Fungi, the unsung heroes of the natural world, have now emerged as potentially key players in the fight against climate change; a new study, published in the journal Current Biology, reveals that mycorrhizal fungi, which have been supporting plant life on land for millions of years, are responsible for storing a significant amount of carbon from fossil fuel emissions — this finding could prove crucial in achieving global net-zero emissions targets.
The study estimates that mycorrhizal fungi allocate as much as 13.12 gigatons of carbon dioxide equivalents (CO2e) from terrestrial plants to soil ecosystems annually. To put this into perspective, it’s approximately 36% of the total global fossil fuel emissions released each year.
The significance lies in the fact that 70% to 90% of land plants form symbiotic relationships with these fungi, highlighting their potential as major conduits for carbon sequestration.
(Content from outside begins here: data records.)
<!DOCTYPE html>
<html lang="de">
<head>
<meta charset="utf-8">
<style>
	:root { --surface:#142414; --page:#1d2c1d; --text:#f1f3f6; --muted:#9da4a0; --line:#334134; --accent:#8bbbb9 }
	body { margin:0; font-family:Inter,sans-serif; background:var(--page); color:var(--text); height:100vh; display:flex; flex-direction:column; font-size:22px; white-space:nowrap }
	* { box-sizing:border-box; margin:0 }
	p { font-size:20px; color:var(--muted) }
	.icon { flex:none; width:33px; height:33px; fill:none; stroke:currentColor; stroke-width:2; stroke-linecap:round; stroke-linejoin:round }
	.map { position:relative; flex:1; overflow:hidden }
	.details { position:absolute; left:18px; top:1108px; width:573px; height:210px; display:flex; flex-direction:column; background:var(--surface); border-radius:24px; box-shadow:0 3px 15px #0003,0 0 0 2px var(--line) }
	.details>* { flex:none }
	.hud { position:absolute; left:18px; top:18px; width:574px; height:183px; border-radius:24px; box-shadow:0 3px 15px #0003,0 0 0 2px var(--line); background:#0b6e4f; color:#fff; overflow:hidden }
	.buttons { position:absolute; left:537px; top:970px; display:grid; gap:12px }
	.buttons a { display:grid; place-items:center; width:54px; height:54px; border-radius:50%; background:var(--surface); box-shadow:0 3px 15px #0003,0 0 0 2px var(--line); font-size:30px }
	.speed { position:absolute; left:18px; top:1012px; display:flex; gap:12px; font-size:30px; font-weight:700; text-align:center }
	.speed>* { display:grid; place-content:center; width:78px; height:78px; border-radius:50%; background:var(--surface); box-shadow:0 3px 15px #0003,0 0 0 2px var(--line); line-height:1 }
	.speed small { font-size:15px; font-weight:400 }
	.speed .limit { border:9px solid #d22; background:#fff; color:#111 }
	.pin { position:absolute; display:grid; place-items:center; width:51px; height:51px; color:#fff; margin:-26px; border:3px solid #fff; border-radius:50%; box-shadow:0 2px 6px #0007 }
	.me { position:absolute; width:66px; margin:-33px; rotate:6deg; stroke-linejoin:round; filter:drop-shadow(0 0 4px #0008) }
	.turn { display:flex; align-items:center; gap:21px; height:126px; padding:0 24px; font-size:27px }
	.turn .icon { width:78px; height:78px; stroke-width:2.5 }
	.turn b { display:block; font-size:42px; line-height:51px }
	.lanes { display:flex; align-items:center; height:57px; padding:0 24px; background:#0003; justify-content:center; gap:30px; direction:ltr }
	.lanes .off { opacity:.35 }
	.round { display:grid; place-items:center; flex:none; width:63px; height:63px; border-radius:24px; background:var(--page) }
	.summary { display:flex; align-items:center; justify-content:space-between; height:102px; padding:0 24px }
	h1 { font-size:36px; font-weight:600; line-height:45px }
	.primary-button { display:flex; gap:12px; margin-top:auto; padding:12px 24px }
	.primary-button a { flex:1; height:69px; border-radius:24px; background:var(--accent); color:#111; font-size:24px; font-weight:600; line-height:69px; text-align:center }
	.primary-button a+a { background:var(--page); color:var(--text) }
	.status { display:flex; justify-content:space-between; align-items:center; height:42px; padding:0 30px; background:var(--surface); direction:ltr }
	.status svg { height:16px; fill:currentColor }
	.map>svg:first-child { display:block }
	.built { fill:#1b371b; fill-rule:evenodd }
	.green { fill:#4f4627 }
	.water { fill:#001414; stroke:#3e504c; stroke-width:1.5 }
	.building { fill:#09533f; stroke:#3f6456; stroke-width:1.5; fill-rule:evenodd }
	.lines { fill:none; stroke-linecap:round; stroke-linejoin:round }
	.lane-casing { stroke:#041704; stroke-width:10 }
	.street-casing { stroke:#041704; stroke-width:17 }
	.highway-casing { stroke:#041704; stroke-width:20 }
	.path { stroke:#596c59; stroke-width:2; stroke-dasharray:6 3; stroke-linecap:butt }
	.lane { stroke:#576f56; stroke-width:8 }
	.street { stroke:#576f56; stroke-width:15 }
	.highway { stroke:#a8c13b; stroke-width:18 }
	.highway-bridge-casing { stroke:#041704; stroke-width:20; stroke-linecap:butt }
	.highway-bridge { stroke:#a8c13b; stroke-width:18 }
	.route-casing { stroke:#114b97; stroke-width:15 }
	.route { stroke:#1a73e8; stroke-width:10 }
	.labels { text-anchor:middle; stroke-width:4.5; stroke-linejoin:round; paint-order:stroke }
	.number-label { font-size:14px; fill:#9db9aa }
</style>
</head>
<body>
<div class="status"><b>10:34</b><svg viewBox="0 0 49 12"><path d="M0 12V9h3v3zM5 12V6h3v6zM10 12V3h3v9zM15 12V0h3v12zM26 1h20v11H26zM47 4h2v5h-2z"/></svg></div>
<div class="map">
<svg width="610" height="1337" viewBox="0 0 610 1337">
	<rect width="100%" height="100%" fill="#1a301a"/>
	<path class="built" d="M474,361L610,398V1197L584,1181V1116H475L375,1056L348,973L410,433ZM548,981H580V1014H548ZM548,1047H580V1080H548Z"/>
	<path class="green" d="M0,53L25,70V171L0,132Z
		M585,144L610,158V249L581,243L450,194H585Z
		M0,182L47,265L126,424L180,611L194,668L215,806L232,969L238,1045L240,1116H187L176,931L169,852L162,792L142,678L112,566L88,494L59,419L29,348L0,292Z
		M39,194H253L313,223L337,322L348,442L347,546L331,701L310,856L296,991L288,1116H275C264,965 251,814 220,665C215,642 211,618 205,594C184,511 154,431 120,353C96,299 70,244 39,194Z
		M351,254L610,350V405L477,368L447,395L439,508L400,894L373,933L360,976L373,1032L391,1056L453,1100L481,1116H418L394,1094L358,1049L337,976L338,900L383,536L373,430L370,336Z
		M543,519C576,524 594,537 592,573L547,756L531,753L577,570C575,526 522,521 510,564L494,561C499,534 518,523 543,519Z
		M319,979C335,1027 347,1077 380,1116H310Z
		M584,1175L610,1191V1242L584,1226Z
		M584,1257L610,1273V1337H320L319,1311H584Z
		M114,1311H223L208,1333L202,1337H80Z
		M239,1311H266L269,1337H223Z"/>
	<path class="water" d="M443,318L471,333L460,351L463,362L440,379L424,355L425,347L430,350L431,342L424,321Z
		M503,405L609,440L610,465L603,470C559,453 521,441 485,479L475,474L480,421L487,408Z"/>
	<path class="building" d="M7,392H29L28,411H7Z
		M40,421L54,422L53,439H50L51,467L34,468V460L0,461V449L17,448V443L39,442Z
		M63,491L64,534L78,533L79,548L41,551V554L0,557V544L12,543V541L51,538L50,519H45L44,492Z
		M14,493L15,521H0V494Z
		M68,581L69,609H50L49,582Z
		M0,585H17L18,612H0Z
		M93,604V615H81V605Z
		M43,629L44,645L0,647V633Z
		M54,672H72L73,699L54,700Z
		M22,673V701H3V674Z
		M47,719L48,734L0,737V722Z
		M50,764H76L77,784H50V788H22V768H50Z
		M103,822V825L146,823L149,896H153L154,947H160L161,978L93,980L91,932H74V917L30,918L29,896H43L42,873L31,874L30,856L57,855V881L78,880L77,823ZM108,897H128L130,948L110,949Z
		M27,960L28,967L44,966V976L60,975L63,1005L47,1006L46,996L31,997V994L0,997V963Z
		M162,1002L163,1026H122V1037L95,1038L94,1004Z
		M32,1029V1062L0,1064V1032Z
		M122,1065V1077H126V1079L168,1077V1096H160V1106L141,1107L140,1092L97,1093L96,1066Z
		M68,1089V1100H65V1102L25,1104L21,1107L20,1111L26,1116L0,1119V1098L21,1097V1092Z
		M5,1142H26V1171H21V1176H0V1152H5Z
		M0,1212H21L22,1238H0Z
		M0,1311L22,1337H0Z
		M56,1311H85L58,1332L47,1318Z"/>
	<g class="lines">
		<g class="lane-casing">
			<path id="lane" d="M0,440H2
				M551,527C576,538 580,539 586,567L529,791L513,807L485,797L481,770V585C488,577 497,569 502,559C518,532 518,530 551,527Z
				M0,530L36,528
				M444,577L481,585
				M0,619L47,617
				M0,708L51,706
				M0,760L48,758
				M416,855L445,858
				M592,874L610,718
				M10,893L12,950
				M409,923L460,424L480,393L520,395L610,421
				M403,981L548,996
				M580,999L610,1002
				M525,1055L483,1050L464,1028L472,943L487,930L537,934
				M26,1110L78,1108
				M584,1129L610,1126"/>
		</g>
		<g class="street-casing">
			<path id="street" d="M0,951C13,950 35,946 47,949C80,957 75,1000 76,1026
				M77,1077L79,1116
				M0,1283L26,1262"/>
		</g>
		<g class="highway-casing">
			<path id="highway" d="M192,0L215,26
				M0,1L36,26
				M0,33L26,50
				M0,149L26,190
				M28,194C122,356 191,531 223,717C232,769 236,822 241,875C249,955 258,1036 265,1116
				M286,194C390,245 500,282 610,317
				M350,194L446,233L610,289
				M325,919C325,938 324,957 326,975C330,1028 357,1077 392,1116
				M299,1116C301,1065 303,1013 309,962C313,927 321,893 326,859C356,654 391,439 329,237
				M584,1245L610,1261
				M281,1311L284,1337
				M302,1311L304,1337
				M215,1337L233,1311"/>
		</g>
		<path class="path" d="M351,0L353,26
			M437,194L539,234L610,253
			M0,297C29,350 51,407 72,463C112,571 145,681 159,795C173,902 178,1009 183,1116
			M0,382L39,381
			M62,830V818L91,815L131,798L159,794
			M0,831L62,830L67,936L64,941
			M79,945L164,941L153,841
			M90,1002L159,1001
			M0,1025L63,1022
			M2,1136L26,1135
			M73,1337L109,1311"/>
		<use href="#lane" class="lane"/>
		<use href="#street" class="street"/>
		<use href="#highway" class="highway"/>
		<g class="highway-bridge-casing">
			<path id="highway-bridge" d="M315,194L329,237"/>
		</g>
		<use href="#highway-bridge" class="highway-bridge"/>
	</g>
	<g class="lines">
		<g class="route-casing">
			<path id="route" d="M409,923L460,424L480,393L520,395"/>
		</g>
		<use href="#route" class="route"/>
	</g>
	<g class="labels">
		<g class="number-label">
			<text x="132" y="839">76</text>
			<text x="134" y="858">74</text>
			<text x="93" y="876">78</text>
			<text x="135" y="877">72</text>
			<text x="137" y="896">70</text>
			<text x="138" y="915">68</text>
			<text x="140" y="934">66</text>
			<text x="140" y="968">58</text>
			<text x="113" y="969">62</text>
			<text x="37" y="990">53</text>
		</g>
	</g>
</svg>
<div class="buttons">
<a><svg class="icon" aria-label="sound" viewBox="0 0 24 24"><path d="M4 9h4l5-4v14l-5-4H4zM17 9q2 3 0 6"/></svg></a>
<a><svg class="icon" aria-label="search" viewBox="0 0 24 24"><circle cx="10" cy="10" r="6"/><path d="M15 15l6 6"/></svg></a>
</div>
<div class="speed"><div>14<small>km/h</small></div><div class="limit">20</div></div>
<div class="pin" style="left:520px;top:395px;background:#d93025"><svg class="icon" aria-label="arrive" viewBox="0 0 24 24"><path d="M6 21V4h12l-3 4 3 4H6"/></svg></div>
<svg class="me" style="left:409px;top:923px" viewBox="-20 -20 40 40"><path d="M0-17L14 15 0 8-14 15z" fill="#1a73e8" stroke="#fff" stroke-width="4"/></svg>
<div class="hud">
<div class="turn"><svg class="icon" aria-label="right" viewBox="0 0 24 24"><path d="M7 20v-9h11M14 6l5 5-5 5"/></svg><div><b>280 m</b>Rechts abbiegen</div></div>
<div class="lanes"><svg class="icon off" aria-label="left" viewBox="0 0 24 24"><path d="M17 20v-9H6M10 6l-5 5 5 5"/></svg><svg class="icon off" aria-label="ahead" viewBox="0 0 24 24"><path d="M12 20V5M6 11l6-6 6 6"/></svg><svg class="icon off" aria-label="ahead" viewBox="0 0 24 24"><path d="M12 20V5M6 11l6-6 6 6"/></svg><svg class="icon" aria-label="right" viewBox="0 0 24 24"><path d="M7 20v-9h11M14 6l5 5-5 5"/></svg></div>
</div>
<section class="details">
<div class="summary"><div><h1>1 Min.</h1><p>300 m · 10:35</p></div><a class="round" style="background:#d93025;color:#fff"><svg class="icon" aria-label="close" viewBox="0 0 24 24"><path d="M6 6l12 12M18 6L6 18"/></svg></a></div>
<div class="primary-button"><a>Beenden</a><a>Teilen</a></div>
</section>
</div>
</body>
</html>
“We always suspected that we may have been overlooking a major carbon pool,” says Heidi Hawkins, one of the study’s authors. While efforts have primarily focused on protecting and restoring forests to combat climate change, little attention has been given to the fate of the vast amounts of carbon dioxide absorbed by plants during photosynthesis and transported underground to mycorrhizal fungi.
Mycorrhizal fungi facilitate the exchange of mineral nutrients with plant roots and obtain carbon in return. This bi-directional transfer occurs through the fungal mycelium, which forms intricate networks below the ground. Carbon absorbed by these fungi contributes to their growth and exploration of the soil. Some carbon becomes bound in the soil through sticky compounds produced by the fungi, while the rest remains as fungal necromass, which provides structural support for the soil.
Although scientists acknowledge that carbon flows through these fungi, the duration of its storage remains uncertain. It is partly retained within mycorrhizal structures during the fungi’s lifespan and after their death. Some carbon decomposes into smaller molecules, binding to soil particles or being reused by plants. However, a portion is released as carbon dioxide through respiration by other microbes or the fungi itself.
The study is part of a global effort to understand the vital role of fungi in Earth’s ecosystems. Toby Kiers, the senior author of the paper, emphasizes the importance of mycorrhizal fungi as ecosystem engineers, although their invisible nature makes them relatively understudied. With the escalating threat to soil fertility and structure due to degradation caused by human activities, the productivity of both natural and cultivated plants is at risk.
To address this challenge, organizations such as the Society for the Protection of Underground Networks (SPUN), the Fungi Foundation, and GlobalFungi are actively involved in mapping Earth’s fungal networks. These initiatives aim to highlight carbon sequestration hotspots, document resilient fungal species, and raise awareness about the critical role of fungi in maintaining ecosystem health and resilience.
While the study’s estimates are not definitive, they provide valuable insights into the carbon-storage potential of mycorrhizal fungi. Further empirical research is needed to better understand the intricate carbon and nutrient fluxes between plants and fungi. Protecting these underground ecosystems is imperative, not only for mitigating climate change but also for preserving the health of the planet’s interconnected ecosystems on which humanity depends.